By Alex Struc, Portfolio Manager, co-Head PIMCO ESG Initiative.
France has issued its first sovereign green bond – a milestone for global investors who are exploring or emphasizing assets focused on ESG (environmental, social and governance) principles.
Green bonds are a form of financing issued by corporations, agencies and now sovereigns with the aim of mitigating environmental concerns. Since the first green bond was issued in 2007 by the European Investment Bank, the size of the green bond universe has reached roughly $250 billion (according to PIMCO and HSBC research) and is expected to grow as nations and organizations align their practices with their commitments under the 2015 Paris Climate Agreement.
Focus on financing environmental projects
How can a sovereign bond be green? In a sense, France’s green bonds fit into the existing sovereign bond ecosystem: The new issue is designed to share the same quality rating as its other comparable sovereign issues and to be equally as liquid.
However, the new issue will also follow the green bond principles as defined by the International Capital Market Association (ICMA) – meaning the bonds enable capital-raising and investment for new and existing projects with environmental benefits. Using the bond proceeds to finance activities linked to armament, nuclear and fossil fuels is also prohibited.
Some sceptics may argue that only 7% of the bond issue’s proceeds are pencilled in for new (rather than existing) investments, and that the expected €13 billion identified as eligible proceeds in 2017 is small in comparison with other sovereign offerings or with overall French GDP. However, this number still represents around 5.2% of the outstanding green bond market and is substantially larger than green issues from any corporate.
Furthermore, the French Treasury is committed to providing transparency into its green spending by publishing details on expenditures across sectors, agents and types of activities deemed as green. This type of disclosure is not customary for any investment grade issuer, let alone a sovereign. France’s attempt to shed light on its green activities in a credible manner is a major step forward in this regard – and could serve as a template for others.

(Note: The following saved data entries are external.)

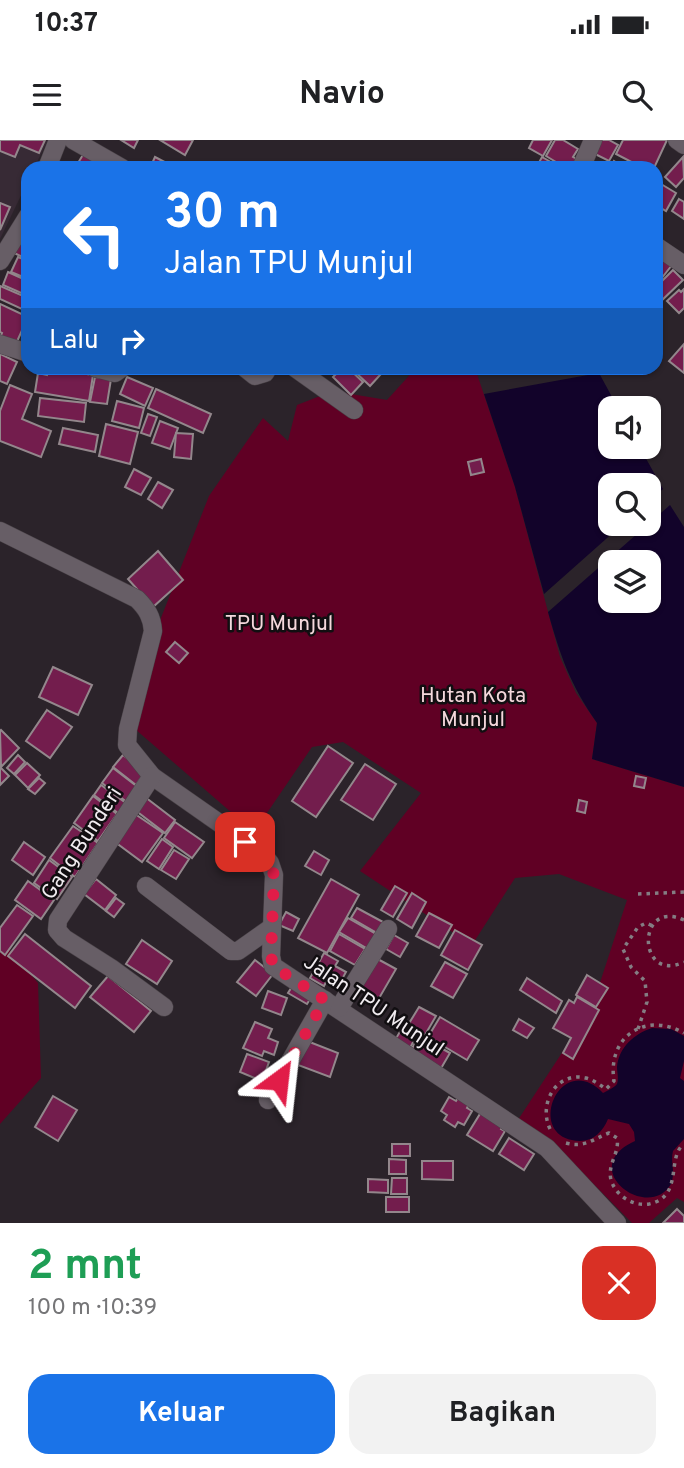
<!DOCTYPE html>
<html lang="id">
<meta charset="utf-8">
<style>
body{margin:0;font-family:Overpass,sans-serif;background:#f2f2f2;color:#202124;height:100vh;display:flex;flex-direction:column;font-size:26px;white-space:nowrap}
*{box-sizing:border-box;margin:0}
p{font-size:23px;color:#757577}
.icon{flex:none;width:38px;height:38px;fill:none;stroke:currentColor;stroke-width:2;stroke-linecap:round;stroke-linejoin:round}
.map{position:relative;height:1083px;overflow:hidden}
.sheet{display:flex;flex-direction:column;background:#fff;flex:1}
.sheet>*{flex:none}
.top-card{position:absolute;left:21px;top:21px;width:642px;height:214px;border-radius:21px;box-shadow:0 2px 5px #0004;background:#1a73e8;color:#fff;overflow:hidden}
.tools{position:absolute;left:598px;top:256px;display:grid;gap:14px}
.tools a{display:grid;place-items:center;width:63px;height:63px;border-radius:14px;background:#fff;box-shadow:0 2px 5px #0004;font-size:35px}
.pin{position:absolute;display:grid;place-items:center;width:60px;height:60px;color:#fff;margin:-30px;border-radius:14px;box-shadow:0 4px 10px #0006}
.me{position:absolute;width:77px;margin:-38px;rotate:30deg;stroke-linejoin:round;filter:drop-shadow(0 0 5px #0008)}
.turn{display:flex;align-items:center;gap:24px;height:147px;padding:0 28px;font-size:32px}
.turn .icon{width:91px;height:91px;stroke-width:2.5}
.turn b{display:block;font-size:49px;line-height:60px}
.then{display:flex;align-items:center;height:66px;padding:0 28px;background:#0003;gap:14px;font-size:26px}
.round{display:grid;place-items:center;flex:none;width:74px;height:74px;border-radius:21px;background:#f2f2f2}
.overview{display:flex;align-items:center;justify-content:space-between;height:119px;padding:0 28px}
h1{font-size:42px;font-weight:700;line-height:52px;color:#1e9e55}
.action{display:flex;gap:14px;margin-top:auto;padding:14px 28px}
.action a{flex:1;height:80px;border-radius:21px;background:#1a73e8;color:#fff;font-size:28px;font-weight:700;line-height:80px;text-align:center}
.action a+a{background:#f2f2f2;color:#202124}
.status{display:flex;justify-content:space-between;align-items:center;height:49px;padding:0 35px;background:#fff;direction:ltr}
.status svg{height:19px;fill:currentColor}
header{display:flex;justify-content:space-between;align-items:center;height:91px;padding:0 28px;background:#fff;font-size:32px;font-weight:700}
.map>svg:first-child{display:block}
.built{fill:#372a35}
.green{fill:#600024}
.water{fill:#12032a;fill-rule:evenodd}
.building{fill:#731d4d;stroke:#93878c;stroke-width:2}
.lines{fill:none;stroke-linecap:round;stroke-linejoin:round}
.minor-casing{stroke:#494247;stroke-width:19}
.path{stroke:#847d83;stroke-width:3.5;stroke-dasharray:3.5 5;stroke-linecap:butt}
.minor{stroke:#675e66;stroke-width:18}
.route{stroke:#e11d48;stroke-width:12;stroke-dasharray:0 21.6}
.labels{text-anchor:middle;stroke-width:5;stroke-linejoin:round;paint-order:stroke}
.park-label{font-size:21px;fill:#f4d8dc;stroke:#110e11}
.street-label{font-size:21px;fill:#f1ecf0;stroke:#110e11}
</style>
<div class="status"><b>10:37</b><svg viewBox="0 0 49 12"><path d="M0 12V9h3v3zM5 12V6h3v6zM10 12V3h3v9zM15 12V0h3v12zM26 1h20v11H26zM47 4h2v5h-2z"/></svg></div>
<header><svg class="icon" aria-label="menu" viewBox="0 0 24 24"><path d="M4 6h16M4 12h16M4 18h16"/></svg>Navio<svg class="icon" aria-label="search" viewBox="0 0 24 24"><circle cx="10" cy="10" r="6"/><path d="M15 15l6 6"/></svg></header>
<div class="map">
<svg width="684" height="1083" viewBox="0 0 684 1083">
<rect width="100%" height="100%" fill="#2b232a"/>
<!-- built -->
<polygon class="built" points="0,0 48,0 34,28 28,28 28,41 0,99"/>
<!-- green -->
<g class="green">
<polygon points="416,228 475,228 515,347 560,517 576,553 597,583 592,619 684,647 684,1062 677,1058 649,1083 632,1083 555,1005 512,989 592,867 627,760 559,734 515,738 472,805 360,731 421,653 343,602 312,607 254,692 135,589 157,488 209,356 263,278 288,301 297,265 333,251 387,260"/>
<polygon points="0,799 38,843 41,938 0,984"/>
</g>
<!-- water -->
<g class="water">
<polygon points="599,233 618,268 611,268 611,306 639,306 663,349 649,361 649,345 611,345 611,383 624,383 544,454 515,347 484,254"/>
<path d="M670,365L684,387V647L592,619L597,583C570,544 561,518 548,472ZM611,422H649V460H611Z"/>
<path d="M652,888L671,889L684,896V921L680,938L684,941V999L673,1011C670,1022 676,1032 671,1044C648,1083 575,1028 635,1001L634,992L629,984L608,979C603,991 594,1001 580,1001C523,1000 559,908 603,953C607,951 614,948 617,944C619,939 617,932 617,927C619,907 634,894 652,888Z"/>
</g>
<!-- building -->
<g class="building">
<polygon points="0,0 45,0 39,13 20,5 15,17 0,11"/>
<polygon points="121,0 138,0 134,8"/>
<polygon points="160,0 193,0 185,15"/>
<polygon points="533,0 552,0 543,16 529,8"/>
<polygon points="555,0 563,0 578,9 573,17 580,21 576,28 559,28 561,25 546,16"/>
<polygon points="599,0 609,0 618,5 609,21 593,13"/>
<polygon points="623,0 667,0 654,28 643,28 616,14"/>
<polygon points="84,13 110,28 75,28"/>
<polygon points="155,17 176,28 150,28"/>
<polygon points="542,17 556,25 554,28 536,28"/>
<polygon points="683,17 684,38 676,47 665,37"/>
<polygon points="614,21 625,28 610,28"/>
<polygon points="656,41 676,53 666,71 656,65"/>
<polygon points="679,59 684,62 684,79 672,71"/>
<polygon points="0,63 10,67 0,90"/>
<polygon points="19,101 28,105 25,118 14,113"/>
<polygon points="656,113 672,125 661,139 656,136"/>
<polygon points="18,117 28,121 28,139 11,132"/>
<polygon points="673,130 683,140 659,163 656,160 656,147"/>
<polygon points="8,132 28,141 28,156 3,145"/>
<polygon points="0,146 28,158 24,170 0,159"/>
<polygon points="684,149 684,168 679,173 667,161 679,150 681,152"/>
<polygon points="0,164 28,177 15,206 0,198 2,193 0,192"/>
<polygon points="684,204 684,233 669,221"/>
<polygon points="0,214 17,222 7,244 0,241"/>
<polygon points="48,228 93,235 89,261 35,252 38,233 47,235"/>
<polygon points="342,228 348,228 363,242 351,255 333,237"/>
<polygon points="351,228 372,228 380,235 370,246"/>
<polygon points="95,237 111,239 107,264 90,262"/>
<polygon points="127,237 153,248 145,266 120,254"/>
<polygon points="10,245 32,254 22,279 51,291 41,317 0,301 0,271"/>
<polygon points="156,249 211,274 203,293 148,268"/>
<polygon points="40,258 86,263 84,282 38,276"/>
<polygon points="117,261 144,268 139,288 112,281"/>
<polygon points="148,274 157,277 150,296 141,293"/>
<polygon points="160,281 178,288 170,309 152,303"/>
<polygon points="106,284 138,292 130,324 99,316"/>
<polygon points="63,288 98,295 95,312 59,304"/>
<polygon points="176,293 193,294 191,319 174,317"/>
<polygon points="481,319 484,332 471,335 468,322"/>
<polygon points="134,329 151,338 141,355 125,347"/>
<polygon points="158,342 173,350 162,368 148,359"/>
<polygon points="158,411 183,440 153,467 128,439"/>
<polygon points="175,502 188,513 179,523 166,512"/>
<polygon points="53,527 92,545 78,575 39,557"/>
<polygon points="47,570 72,587 50,618 26,601"/>
<polygon points="1,590 19,608 1,627 0,591"/>
<polygon points="328,606 353,623 316,677 292,661"/>
<polygon points="18,615 25,622 14,634 7,628"/>
<polygon points="123,615 145,632 136,645 113,627"/>
<polygon points="27,623 40,635 28,648 15,635"/>
<polygon points="365,624 396,644 373,680 341,660"/>
<polygon points="0,627 9,636 0,645"/>
<polygon points="113,628 139,648 128,663 102,643"/>
<polygon points="636,636 646,638 644,648 634,646"/>
<polygon points="39,638 45,643 35,654 28,649"/>
<polygon points="101,645 130,666 122,676 94,655"/>
<polygon points="93,656 117,674 98,701 74,683"/>
<polygon points="145,657 175,680 165,693 135,670"/>
<polygon points="579,660 587,662 585,673 577,671"/>
<polygon points="135,674 163,693 142,722 115,702"/>
<polygon points="175,682 204,702 192,718 164,698"/>
<polygon points="73,686 98,703 75,737 50,718"/>
<polygon points="162,699 173,707 159,729 147,721"/>
<polygon points="24,702 45,717 33,735 12,720"/>
<polygon points="174,710 189,719 176,739 161,730"/>
<polygon points="314,711 329,720 321,735 305,726"/>
<polygon points="49,720 72,737 57,759 34,743"/>
<polygon points="96,739 116,755 105,770 84,754"/>
<polygon points="331,739 359,755 327,813 298,798"/>
<polygon points="28,741 54,760 41,779 15,760"/>
<polygon points="395,746 407,753 393,777 381,770"/>
<polygon points="412,753 426,762 412,788 397,779"/>
<polygon points="116,758 124,764 114,777 106,771"/>
<polygon points="17,765 33,776 5,815 0,811 0,788"/>
<polygon points="357,768 383,782 377,793 351,778"/>
<polygon points="286,772 299,779 293,791 279,785"/>
<polygon points="429,773 452,785 439,808 416,796"/>
<polygon points="348,778 376,794 368,809 339,792"/>
<polygon points="455,790 482,805 468,830 441,815"/>
<polygon points="25,794 91,846 75,868 8,816"/>
<polygon points="339,794 365,809 355,825 330,811"/>
<polygon points="394,795 408,803 400,817 386,809"/>
<polygon points="142,800 172,821 157,844 126,824"/>
<polygon points="324,813 338,821 335,826 346,832 337,848 326,842 324,846 310,838"/>
<polygon points="374,817 396,829 378,860 357,848"/>
<polygon points="255,820 273,834 256,856 237,842"/>
<polygon points="445,822 467,834 453,858 431,846"/>
<polygon points="587,835 608,848 596,867 576,855"/>
<polygon points="108,836 151,871 134,892 90,857"/>
<polygon points="527,838 562,861 556,873 520,850"/>
<polygon points="293,845 312,856 307,864 288,853"/>
<polygon points="268,851 287,858 281,875 262,868"/>
<polygon points="577,857 599,870 573,919 563,913 571,898 553,888 569,860 574,863"/>
<polygon points="419,867 436,876 425,895 408,885"/>
<polygon points="440,877 479,900 467,920 428,897"/>
<polygon points="519,879 534,888 527,898 513,890"/>
<polygon points="255,882 272,889 268,898 278,902 274,915 264,911 262,916 243,908"/>
<polygon points="404,885 418,893 410,908 395,900"/>
<polygon points="419,896 450,913 440,930 410,912"/>
<polygon points="307,901 338,913 330,937 298,925"/>
<polygon points="247,914 269,922 262,941 240,932"/>
<polygon points="460,954 471,961 467,968 472,971 464,985 458,982 455,987 444,980 447,975 441,971 449,957 456,961"/>
<polygon points="53,956 77,970 58,1001 35,987"/>
<polygon points="483,969 504,982 501,989 505,991 493,1011 467,995"/>
<polygon points="509,998 534,1014 524,1030 499,1014"/>
<rect x="392" y="1004" width="18" height="12"/>
<polygon points="389,1019 406,1020 406,1034 389,1034"/>
<polygon points="422,1021 453,1021 453,1040 422,1039"/>
<polygon points="392,1038 407,1038 407,1054 391,1054"/>
<polygon points="368,1039 388,1040 388,1053 368,1052"/>
<rect x="386" y="1057" width="23" height="15"/>
<polygon points="677,1069 684,1076 684,1083 663,1083"/>
</g>
<g class="lines">
<defs>
<g id="minor">
<polyline points="73,0 122,28"/>
<polyline points="677,0 684,5"/>
<polyline points="47,28 58,0"/>
<polyline points="581,28 593,0"/>
<polyline points="656,106 684,125"/>
<polyline points="0,121 28,76"/>
<polyline points="0,204 28,213"/>
<polyline points="95,228 115,233 122,228"/>
<polyline points="245,228 255,236 265,233 268,228"/>
<polyline points="295,228 354,270"/>
<path d="M0,391L137,459C147,469 152,477 153,491L128,589L127,605L152,636L262,713L270,723L274,735L271,816L273,826L547,1008L617,1083"/>
<polyline points="152,636 58,780 57,790 64,798 111,828 164,867"/>
<polyline points="146,746 231,811 238,811 272,787"/>
<polyline points="339,868 388,789"/>
<polyline points="268,960 325,860"/>
</g>
</defs>
<!-- minor casing -->
<use href="#minor" class="minor-casing"/>
<!-- path -->
<g class="path">
<polyline points="638,754 684,752"/>
<path d="M684,780C636,758 637,844 684,822"/>
<polyline points="638,889 647,862 645,841 631,827 623,809 638,787 646,783 653,786"/>
<path d="M550,989C538,964 556,931 586,938C594,940 600,945 606,949L614,941C607,897 645,871 684,893"/>
<path d="M566,1003C585,1008 593,999 609,993L617,998C620,1013 607,1024 611,1040C614,1049 620,1056 628,1060C635,1064 642,1065 649,1064C684,1057 666,1017 684,1004"/>
</g>
<!-- minor -->
<use href="#minor" class="minor"/>
</g>
<g class="lines">
<!-- route -->
<path class="route" d="M245,702C259,711 268,718 274,735L271,816L273,826L325,860L279,940"/>
</g>
<g class="labels">
<!-- park labels -->
<g class="park-label">
<text x="279" y="490">TPU Munjul</text>
<text x="473" y="562">Hutan Kota<tspan x="473" dy="24">Munjul</tspan></text>
</g>
<!-- street labels -->
<g class="street-label">
<text transform="translate(81 703) rotate(-57)" y="7">Gang Bunderi</text>
<text transform="translate(374 865) rotate(34)" y="7">Jalan TPU Munjul</text>
</g>
</g>
</svg>
<div class="tools">
<a><svg class="icon" aria-label="sound" viewBox="0 0 24 24"><path d="M4 9h4l5-4v14l-5-4H4zM17 9q2 3 0 6"/></svg></a>
<a><svg class="icon" aria-label="search" viewBox="0 0 24 24"><circle cx="10" cy="10" r="6"/><path d="M15 15l6 6"/></svg></a>
<a><svg class="icon" aria-label="layers" viewBox="0 0 24 24"><path d="M12 4l9 5-9 5-9-5zM3 14l9 5 9-5"/></svg></a>
</div>
<div class="pin" style="left:245px;top:702px;background:#d93025"><svg class="icon" aria-label="arrive" viewBox="0 0 24 24"><path d="M6 21V4h12l-3 4 3 4H6"/></svg></div>
<svg class="me" style="left:279px;top:940px" viewBox="-20 -20 40 40"><path d="M0-17L14 15 0 8-14 15z" fill="#e11d48" stroke="#fff" stroke-width="4"/></svg>
<div class="top-card">
<div class="turn"><svg class="icon" aria-label="left" viewBox="0 0 24 24"><path d="M17 20v-9H6M10 6l-5 5 5 5"/></svg><div><b>30 m</b>Jalan TPU Munjul</div></div>
<div class="then">Lalu<svg class="icon" aria-label="right" viewBox="0 0 24 24"><path d="M7 20v-9h11M14 6l5 5-5 5"/></svg></div>
</div>
</div>
<section class="sheet">
<div class="overview"><div><h1>2 mnt</h1><p>100 m · 10:39</p></div><a class="round" style="background:#d93025;color:#fff"><svg class="icon" aria-label="close" viewBox="0 0 24 24"><path d="M6 6l12 12M18 6L6 18"/></svg></a></div>
<div class="action"><a>Keluar</a><a>Bagikan</a></div>
</section>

Raising the bar with longer duration
Corporate and agency green bonds to date have focused on intermediate (five- to seven-year) maturities, which mainly reflect companies’ desire for visibility on originating “green” collateral. France is raising the bar by issuing a long bond (maturing in 2039), which is indicative of the nation’s ongoing commitment to sustainable developments.
France’s green bond – which is dedicated to environmental projects and excludes certain restricted activities – is a direct response to the growing demand from investors looking to align their portfolios with their beliefs in ESG principles. The overall attractiveness of the bond from an investment perspective should be put in context of final pricing relative to other French debt in addition to its green credentials.
Other sovereigns are likely to follow France’s example, and with it the ESG evolution looks set to continue.